-- DATA EXCERPTS follows --
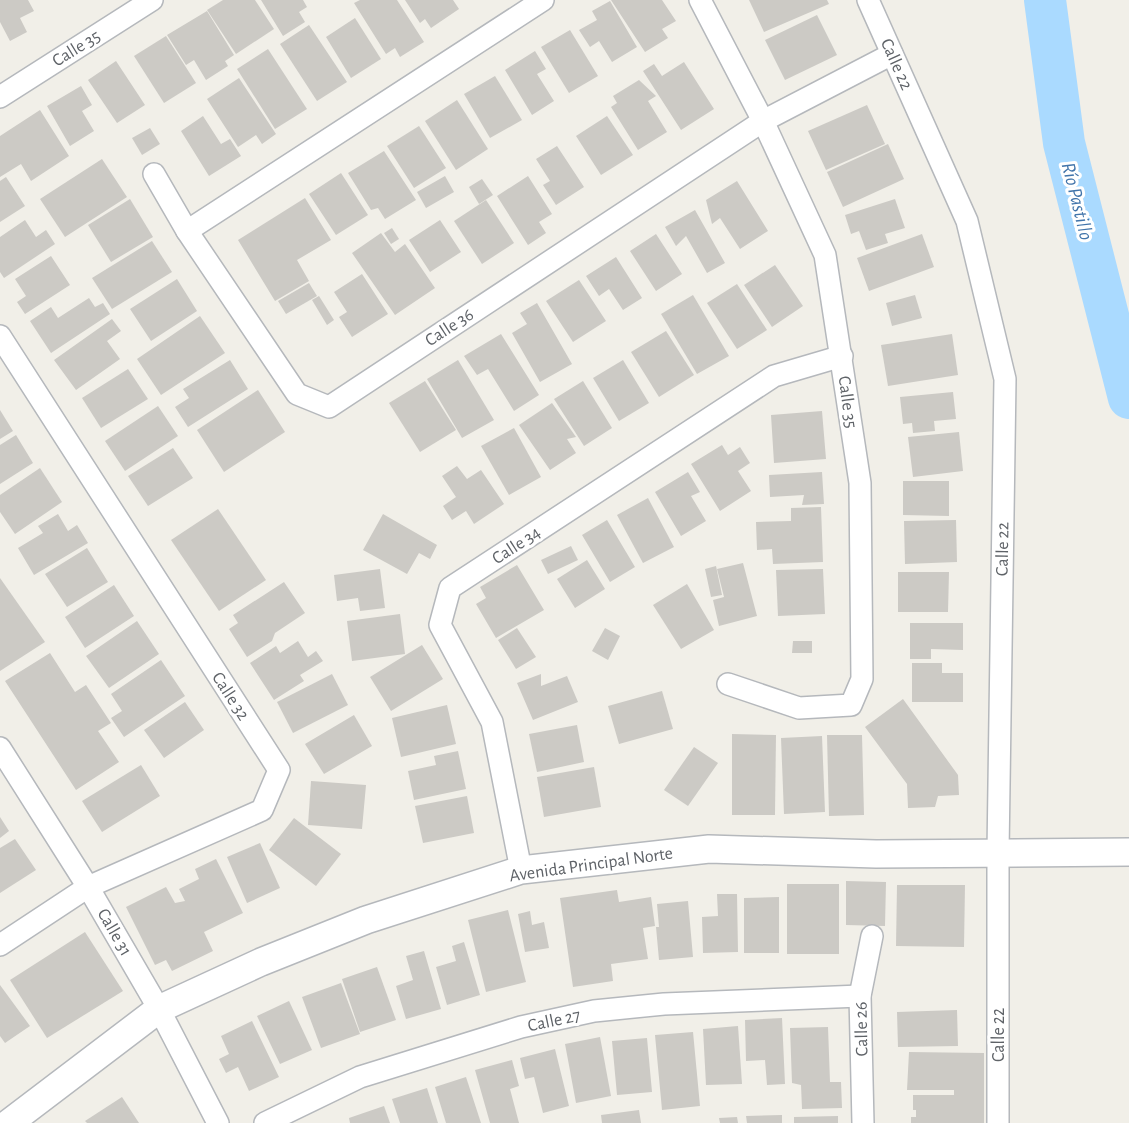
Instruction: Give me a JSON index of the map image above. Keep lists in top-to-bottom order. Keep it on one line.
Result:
{"streets":{"street":["Calle 35","Calle 22","Calle 36","Calle 34","Calle 32","Avenida Principal Norte","Calle 31","Calle 27","Calle 26"]},"crossings":[["Calle 35","Calle 36"],["Calle 35","Calle 34"],["Calle 22","Avenida Principal Norte"],["Calle 34","Avenida Principal Norte"],["Calle 32","Calle 31"],["Avenida Principal Norte","Calle 31"],["Calle 27","Calle 26"]],"water":["Río Pastillo"]}
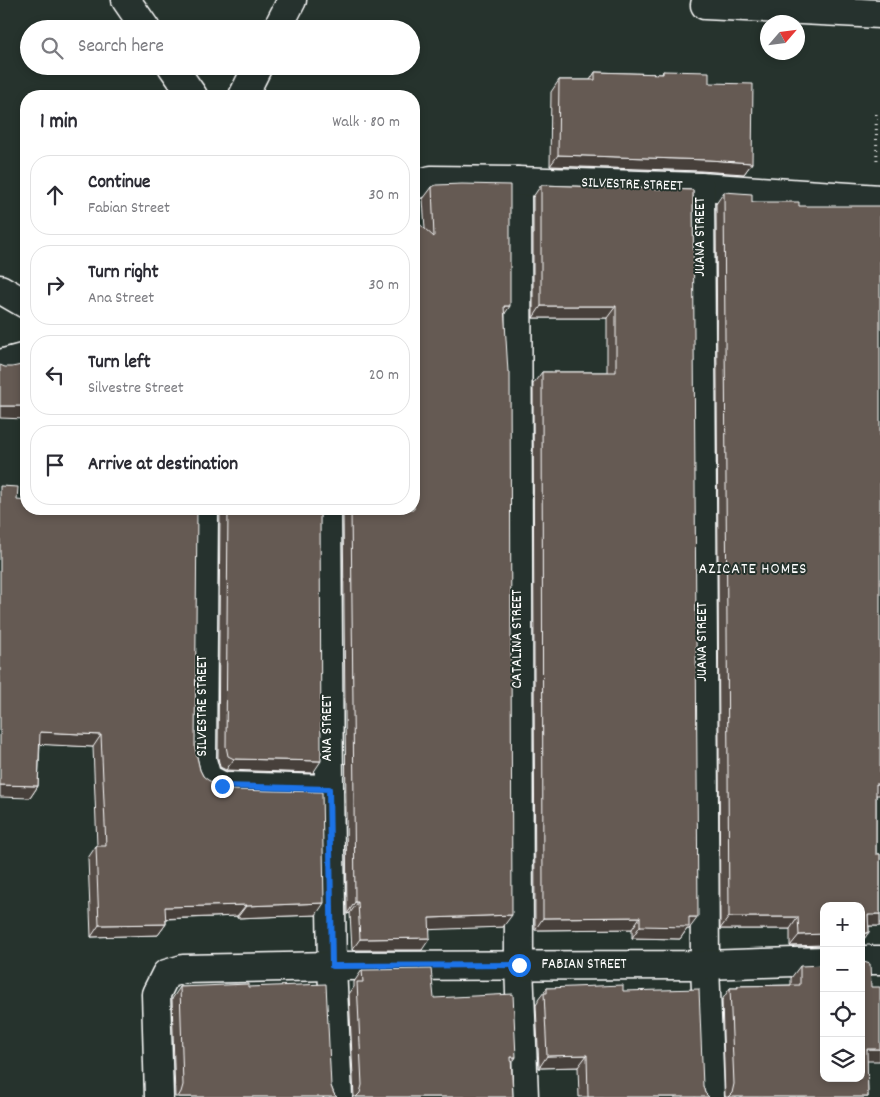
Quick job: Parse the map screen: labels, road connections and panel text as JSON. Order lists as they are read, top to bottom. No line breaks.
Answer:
-- DATA EXCERPTS concluded --
INSTRUCTIONS TO FOLLOW:
Nothing but the lines from the one containing "Quick job: Parse" to the end of the records above should appear, each copied exactly.

SOLVED EXERCISE:
Quick job: Parse the map screen: labels, road connections and panel text as JSON. Order lists as they are read, top to bottom. No line breaks.
Answer:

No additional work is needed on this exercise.